Saved entries
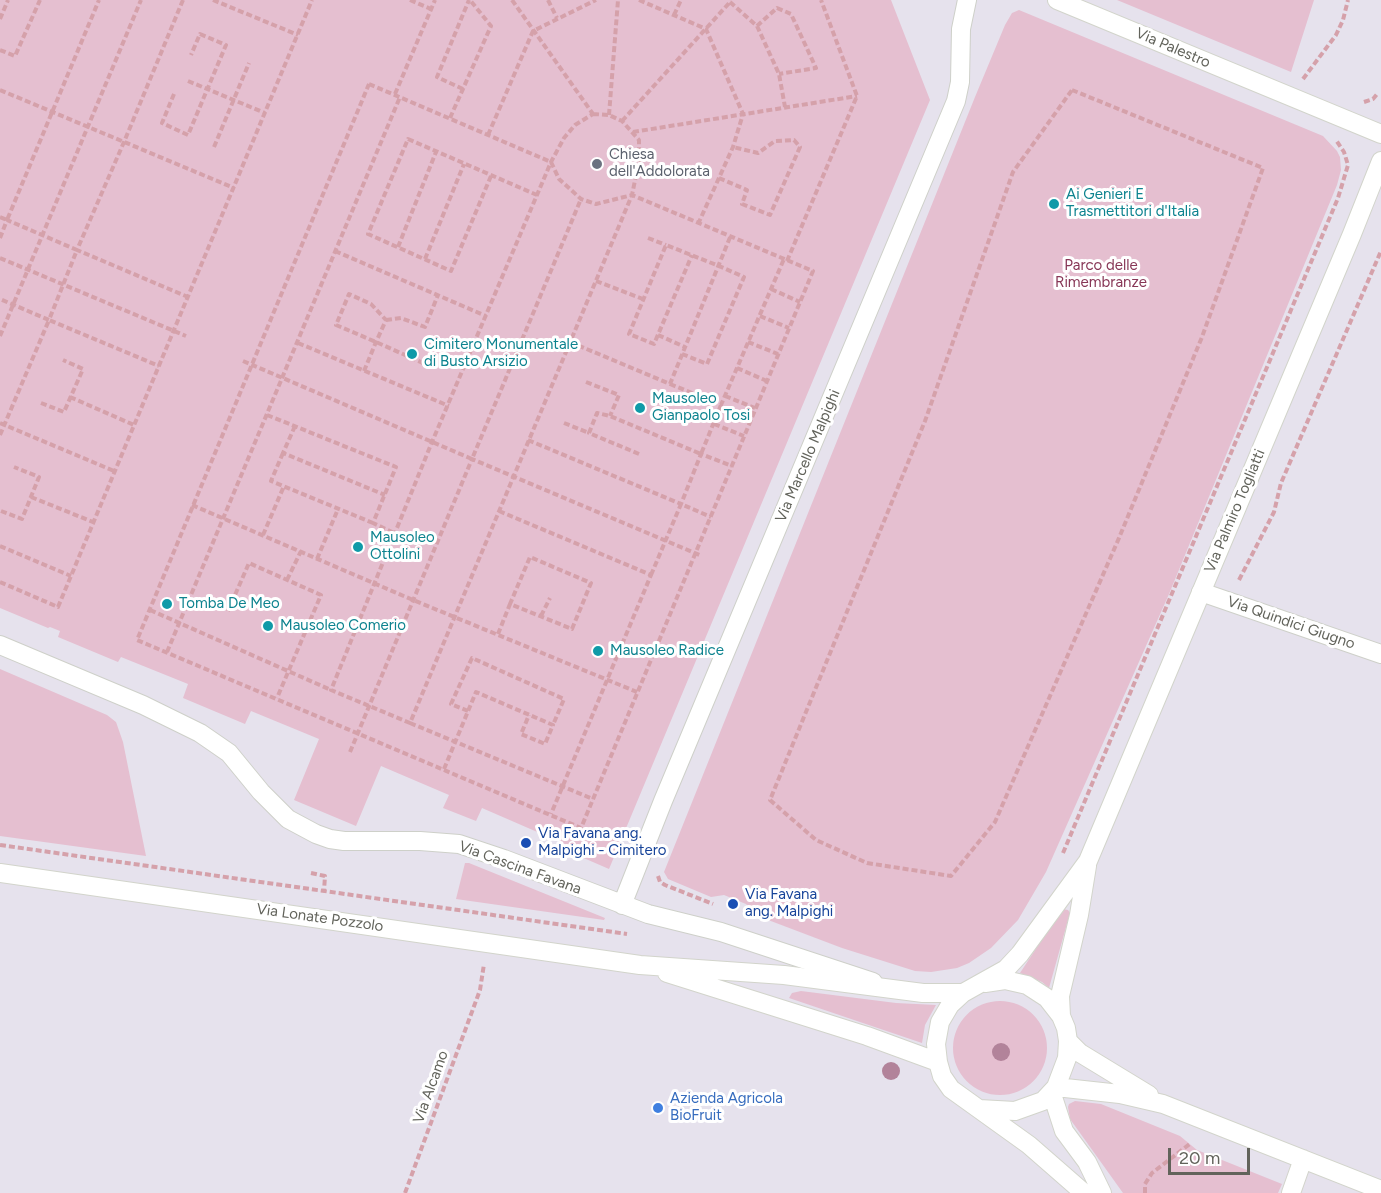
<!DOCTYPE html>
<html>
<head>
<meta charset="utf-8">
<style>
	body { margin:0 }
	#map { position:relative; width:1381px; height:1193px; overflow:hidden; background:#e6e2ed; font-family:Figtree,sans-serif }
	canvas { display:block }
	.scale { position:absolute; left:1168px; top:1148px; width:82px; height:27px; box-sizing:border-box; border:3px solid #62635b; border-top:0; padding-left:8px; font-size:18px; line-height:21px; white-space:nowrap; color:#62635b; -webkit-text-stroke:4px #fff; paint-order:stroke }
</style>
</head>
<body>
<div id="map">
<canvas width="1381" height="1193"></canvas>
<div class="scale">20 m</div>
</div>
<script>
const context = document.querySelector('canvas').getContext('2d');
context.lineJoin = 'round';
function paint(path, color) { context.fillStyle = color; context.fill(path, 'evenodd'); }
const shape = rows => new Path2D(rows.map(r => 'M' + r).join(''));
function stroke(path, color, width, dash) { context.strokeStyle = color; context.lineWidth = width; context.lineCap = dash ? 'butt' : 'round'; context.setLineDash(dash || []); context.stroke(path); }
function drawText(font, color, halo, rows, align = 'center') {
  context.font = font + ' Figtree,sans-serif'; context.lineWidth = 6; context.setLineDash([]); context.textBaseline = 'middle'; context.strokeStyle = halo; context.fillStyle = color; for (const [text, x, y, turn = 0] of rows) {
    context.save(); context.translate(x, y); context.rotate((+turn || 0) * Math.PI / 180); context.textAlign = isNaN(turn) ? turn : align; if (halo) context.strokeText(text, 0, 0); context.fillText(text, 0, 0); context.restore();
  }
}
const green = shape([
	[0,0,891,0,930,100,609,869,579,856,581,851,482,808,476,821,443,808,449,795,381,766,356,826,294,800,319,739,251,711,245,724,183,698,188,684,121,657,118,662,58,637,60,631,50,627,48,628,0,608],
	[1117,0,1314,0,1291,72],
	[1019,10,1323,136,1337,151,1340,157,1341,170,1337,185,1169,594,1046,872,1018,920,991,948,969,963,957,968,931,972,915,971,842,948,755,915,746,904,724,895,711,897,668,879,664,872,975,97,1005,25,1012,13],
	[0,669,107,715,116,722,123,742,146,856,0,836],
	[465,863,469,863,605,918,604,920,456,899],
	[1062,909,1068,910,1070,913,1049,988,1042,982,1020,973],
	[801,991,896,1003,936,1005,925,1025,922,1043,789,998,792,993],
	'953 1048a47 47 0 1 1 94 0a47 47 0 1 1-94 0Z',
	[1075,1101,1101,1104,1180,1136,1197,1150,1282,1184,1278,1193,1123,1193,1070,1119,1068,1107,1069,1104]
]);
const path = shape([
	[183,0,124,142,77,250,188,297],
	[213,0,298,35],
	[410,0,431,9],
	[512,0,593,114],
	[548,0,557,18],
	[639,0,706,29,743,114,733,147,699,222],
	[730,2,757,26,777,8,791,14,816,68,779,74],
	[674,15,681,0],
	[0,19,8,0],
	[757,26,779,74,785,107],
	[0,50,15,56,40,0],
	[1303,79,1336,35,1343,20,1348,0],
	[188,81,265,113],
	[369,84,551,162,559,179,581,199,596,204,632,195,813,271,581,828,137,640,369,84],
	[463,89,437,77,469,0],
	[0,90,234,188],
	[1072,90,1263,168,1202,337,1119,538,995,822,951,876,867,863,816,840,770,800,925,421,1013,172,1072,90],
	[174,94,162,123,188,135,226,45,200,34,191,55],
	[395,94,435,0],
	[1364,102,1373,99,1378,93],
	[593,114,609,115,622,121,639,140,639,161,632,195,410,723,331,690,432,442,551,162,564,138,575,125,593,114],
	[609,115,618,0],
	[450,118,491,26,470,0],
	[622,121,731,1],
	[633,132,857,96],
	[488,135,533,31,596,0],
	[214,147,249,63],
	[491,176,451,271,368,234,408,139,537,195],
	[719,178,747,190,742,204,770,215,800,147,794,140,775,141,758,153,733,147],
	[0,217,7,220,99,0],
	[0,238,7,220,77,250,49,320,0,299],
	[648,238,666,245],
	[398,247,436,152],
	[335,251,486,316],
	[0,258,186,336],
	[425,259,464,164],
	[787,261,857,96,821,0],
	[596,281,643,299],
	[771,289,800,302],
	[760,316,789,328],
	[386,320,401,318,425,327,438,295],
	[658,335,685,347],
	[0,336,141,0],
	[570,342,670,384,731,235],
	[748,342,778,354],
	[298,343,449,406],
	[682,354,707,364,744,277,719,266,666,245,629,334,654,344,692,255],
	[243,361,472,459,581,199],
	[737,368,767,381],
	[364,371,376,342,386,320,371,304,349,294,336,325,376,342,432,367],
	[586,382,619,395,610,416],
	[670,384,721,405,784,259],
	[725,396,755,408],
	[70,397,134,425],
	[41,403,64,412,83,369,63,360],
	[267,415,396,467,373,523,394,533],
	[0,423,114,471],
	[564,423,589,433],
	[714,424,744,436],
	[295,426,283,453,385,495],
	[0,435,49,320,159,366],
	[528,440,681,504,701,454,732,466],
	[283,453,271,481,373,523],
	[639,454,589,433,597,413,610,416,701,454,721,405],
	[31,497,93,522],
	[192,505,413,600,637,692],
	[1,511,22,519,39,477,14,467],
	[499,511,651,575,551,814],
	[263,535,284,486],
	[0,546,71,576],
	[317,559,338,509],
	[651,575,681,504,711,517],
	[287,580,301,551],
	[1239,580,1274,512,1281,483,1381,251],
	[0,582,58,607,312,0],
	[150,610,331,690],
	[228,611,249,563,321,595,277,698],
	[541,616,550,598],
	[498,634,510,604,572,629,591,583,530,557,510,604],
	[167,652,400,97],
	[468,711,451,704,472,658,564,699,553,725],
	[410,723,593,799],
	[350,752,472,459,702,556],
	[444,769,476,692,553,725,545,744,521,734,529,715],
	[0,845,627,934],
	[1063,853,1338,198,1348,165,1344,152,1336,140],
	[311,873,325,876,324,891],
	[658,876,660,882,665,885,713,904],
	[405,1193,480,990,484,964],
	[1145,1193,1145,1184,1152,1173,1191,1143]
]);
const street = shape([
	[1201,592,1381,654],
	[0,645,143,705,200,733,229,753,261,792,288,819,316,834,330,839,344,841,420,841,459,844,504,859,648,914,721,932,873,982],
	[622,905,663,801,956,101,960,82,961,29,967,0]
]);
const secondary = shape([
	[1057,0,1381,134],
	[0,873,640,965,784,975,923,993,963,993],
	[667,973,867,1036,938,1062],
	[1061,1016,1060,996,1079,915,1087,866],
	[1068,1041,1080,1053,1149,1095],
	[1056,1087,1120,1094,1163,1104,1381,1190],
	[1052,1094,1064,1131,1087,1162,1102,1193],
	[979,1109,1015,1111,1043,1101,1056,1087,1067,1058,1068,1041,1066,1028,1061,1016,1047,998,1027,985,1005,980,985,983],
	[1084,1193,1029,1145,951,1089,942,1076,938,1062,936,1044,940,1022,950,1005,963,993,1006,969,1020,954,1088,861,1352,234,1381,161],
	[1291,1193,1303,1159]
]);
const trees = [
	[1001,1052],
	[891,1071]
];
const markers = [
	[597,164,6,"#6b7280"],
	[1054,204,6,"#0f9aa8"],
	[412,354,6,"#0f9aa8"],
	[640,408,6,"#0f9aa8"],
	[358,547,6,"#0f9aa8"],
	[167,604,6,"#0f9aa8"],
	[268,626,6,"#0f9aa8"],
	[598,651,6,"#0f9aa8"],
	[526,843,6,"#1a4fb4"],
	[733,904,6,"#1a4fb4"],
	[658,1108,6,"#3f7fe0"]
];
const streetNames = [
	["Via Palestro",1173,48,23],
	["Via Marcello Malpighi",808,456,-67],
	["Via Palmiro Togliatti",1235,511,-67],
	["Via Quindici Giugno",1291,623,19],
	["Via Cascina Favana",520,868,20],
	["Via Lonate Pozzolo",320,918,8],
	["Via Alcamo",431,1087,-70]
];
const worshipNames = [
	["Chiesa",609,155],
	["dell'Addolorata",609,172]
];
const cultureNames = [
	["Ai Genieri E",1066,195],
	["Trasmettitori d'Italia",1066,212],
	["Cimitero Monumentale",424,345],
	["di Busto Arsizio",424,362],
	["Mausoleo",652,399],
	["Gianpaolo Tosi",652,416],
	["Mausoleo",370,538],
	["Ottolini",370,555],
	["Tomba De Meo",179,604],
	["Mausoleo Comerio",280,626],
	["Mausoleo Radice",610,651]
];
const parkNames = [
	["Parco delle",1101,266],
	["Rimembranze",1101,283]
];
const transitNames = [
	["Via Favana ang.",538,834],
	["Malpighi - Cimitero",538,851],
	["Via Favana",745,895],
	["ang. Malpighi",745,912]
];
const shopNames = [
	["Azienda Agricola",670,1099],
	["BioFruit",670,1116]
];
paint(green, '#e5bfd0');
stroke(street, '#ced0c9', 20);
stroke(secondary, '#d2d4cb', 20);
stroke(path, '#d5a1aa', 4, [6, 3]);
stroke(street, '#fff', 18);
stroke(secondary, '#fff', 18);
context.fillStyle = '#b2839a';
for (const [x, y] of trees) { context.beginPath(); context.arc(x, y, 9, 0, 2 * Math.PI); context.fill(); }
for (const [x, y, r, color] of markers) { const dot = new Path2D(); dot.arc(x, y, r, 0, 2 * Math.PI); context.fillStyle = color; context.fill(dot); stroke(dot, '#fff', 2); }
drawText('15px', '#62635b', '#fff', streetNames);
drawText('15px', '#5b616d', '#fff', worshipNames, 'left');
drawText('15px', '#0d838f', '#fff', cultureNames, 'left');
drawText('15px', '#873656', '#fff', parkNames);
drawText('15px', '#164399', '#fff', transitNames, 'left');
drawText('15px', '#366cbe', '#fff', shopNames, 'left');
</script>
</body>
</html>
==
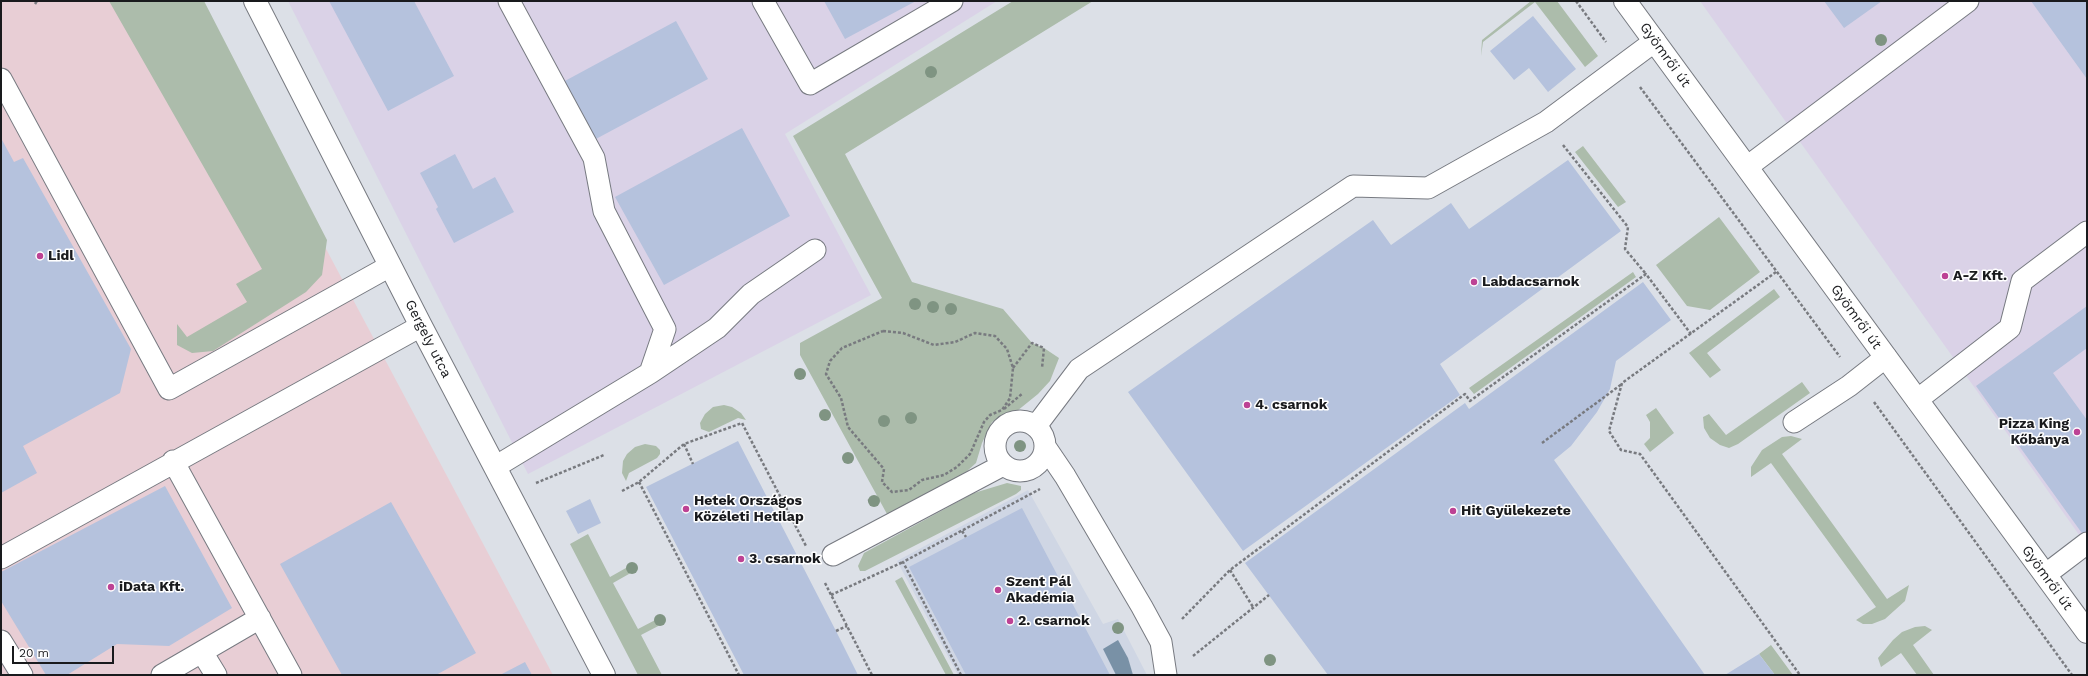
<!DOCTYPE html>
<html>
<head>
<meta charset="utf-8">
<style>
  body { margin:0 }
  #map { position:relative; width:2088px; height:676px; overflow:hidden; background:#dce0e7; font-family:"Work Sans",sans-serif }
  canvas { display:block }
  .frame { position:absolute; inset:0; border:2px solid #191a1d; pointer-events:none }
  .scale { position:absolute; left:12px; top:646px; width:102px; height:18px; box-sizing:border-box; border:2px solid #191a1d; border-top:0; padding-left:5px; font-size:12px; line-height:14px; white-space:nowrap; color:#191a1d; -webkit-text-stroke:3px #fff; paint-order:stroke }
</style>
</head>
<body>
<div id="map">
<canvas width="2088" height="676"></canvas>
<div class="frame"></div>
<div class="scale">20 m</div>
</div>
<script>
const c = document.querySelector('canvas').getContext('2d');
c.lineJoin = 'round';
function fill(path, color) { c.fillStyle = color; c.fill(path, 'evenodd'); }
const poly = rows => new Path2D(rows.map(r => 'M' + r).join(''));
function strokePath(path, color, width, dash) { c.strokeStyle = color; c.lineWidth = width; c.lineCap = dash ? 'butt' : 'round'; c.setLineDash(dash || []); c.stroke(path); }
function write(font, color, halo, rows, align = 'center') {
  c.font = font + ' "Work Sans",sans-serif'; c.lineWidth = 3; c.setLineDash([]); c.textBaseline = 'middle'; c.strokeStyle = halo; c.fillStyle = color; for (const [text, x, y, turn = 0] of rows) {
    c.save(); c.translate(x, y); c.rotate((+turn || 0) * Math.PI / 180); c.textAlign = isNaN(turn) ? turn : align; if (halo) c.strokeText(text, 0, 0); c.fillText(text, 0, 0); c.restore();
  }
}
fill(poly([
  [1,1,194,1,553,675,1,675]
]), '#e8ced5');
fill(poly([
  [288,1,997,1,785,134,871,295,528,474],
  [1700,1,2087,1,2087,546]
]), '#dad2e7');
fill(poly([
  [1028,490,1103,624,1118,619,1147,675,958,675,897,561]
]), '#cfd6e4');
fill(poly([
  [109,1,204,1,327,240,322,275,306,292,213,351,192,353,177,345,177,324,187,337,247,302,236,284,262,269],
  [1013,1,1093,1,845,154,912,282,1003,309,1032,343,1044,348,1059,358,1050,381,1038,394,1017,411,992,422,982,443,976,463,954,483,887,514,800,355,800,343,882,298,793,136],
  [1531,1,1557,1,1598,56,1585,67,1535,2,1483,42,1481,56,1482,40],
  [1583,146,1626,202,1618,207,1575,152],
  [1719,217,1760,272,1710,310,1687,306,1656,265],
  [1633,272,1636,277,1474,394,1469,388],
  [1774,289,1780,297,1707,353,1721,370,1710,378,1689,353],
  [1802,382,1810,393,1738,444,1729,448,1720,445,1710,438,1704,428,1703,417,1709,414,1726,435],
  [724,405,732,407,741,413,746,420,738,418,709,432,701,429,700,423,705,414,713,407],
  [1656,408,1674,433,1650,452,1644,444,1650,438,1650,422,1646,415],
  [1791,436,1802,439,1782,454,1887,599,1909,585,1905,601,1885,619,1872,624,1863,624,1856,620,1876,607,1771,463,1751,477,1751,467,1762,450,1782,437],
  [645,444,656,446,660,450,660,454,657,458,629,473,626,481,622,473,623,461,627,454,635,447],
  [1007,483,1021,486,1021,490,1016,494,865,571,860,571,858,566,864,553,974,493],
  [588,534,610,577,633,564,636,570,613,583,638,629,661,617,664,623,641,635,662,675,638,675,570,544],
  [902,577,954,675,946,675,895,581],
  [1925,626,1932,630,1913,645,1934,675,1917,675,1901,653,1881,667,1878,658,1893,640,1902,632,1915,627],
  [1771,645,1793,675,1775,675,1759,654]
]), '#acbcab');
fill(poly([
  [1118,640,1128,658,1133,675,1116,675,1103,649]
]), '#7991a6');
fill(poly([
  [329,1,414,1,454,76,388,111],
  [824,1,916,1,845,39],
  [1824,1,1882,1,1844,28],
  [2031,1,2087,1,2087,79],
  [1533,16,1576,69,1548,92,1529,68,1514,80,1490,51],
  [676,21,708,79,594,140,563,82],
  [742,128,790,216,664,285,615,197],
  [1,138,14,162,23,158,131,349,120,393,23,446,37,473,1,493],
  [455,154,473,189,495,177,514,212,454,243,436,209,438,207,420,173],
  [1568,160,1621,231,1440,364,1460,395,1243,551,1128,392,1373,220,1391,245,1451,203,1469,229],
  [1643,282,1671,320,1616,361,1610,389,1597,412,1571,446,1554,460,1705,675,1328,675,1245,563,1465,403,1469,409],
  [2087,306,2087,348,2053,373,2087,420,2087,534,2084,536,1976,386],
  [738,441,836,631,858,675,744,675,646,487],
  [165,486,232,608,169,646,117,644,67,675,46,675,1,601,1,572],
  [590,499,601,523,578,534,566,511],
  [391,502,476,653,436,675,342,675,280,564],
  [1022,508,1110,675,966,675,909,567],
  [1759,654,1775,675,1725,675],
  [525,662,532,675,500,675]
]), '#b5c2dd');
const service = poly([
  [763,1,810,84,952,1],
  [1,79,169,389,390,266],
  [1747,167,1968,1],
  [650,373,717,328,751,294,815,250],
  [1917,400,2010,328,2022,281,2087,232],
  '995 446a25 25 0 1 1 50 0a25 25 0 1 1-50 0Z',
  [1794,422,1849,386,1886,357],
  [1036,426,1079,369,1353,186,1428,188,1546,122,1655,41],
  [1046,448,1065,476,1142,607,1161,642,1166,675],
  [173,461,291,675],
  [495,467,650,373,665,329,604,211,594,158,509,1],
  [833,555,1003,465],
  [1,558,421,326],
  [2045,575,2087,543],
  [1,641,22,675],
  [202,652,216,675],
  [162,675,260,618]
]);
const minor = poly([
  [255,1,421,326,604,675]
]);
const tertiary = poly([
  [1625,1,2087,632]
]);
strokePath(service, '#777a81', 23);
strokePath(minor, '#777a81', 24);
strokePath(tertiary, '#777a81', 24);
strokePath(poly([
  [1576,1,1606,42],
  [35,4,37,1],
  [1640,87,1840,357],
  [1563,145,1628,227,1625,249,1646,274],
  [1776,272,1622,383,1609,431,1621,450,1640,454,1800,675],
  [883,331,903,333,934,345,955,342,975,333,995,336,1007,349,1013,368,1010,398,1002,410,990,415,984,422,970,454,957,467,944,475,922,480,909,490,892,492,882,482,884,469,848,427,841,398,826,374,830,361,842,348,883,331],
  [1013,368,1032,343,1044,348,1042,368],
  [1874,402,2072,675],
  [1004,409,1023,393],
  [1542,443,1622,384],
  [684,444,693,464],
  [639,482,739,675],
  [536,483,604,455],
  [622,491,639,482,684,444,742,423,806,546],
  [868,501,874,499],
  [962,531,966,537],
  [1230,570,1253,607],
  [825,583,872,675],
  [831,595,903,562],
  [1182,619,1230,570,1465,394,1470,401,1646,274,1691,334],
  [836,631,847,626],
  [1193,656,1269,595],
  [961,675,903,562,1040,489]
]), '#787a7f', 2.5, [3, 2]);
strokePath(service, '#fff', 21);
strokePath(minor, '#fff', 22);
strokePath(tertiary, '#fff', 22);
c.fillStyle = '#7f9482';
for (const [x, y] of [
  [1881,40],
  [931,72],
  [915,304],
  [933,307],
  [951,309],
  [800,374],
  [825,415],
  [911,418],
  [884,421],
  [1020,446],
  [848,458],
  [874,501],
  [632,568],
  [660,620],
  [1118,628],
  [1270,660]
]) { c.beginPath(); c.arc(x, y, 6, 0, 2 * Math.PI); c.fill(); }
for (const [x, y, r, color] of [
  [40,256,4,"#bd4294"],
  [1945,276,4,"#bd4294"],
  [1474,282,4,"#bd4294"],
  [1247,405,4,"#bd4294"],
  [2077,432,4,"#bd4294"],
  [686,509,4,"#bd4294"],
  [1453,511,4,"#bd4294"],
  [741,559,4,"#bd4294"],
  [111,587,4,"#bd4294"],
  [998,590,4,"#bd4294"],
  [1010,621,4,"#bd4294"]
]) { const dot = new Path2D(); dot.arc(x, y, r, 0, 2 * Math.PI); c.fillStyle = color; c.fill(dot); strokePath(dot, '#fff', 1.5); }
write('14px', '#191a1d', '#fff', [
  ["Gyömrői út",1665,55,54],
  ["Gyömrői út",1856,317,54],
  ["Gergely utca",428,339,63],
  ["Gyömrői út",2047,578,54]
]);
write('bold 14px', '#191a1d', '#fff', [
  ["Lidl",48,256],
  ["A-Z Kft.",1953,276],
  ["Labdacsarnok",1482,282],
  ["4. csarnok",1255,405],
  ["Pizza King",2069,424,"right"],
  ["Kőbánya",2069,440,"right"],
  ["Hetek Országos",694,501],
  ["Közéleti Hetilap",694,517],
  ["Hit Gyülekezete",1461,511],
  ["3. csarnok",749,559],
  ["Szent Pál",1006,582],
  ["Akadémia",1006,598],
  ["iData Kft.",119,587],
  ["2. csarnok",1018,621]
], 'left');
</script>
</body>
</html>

= BRIEF =
Going line by line through the data, tally each one that includes the string "halo", and answer with the tally only.

= EXPECTED ANSWER =
6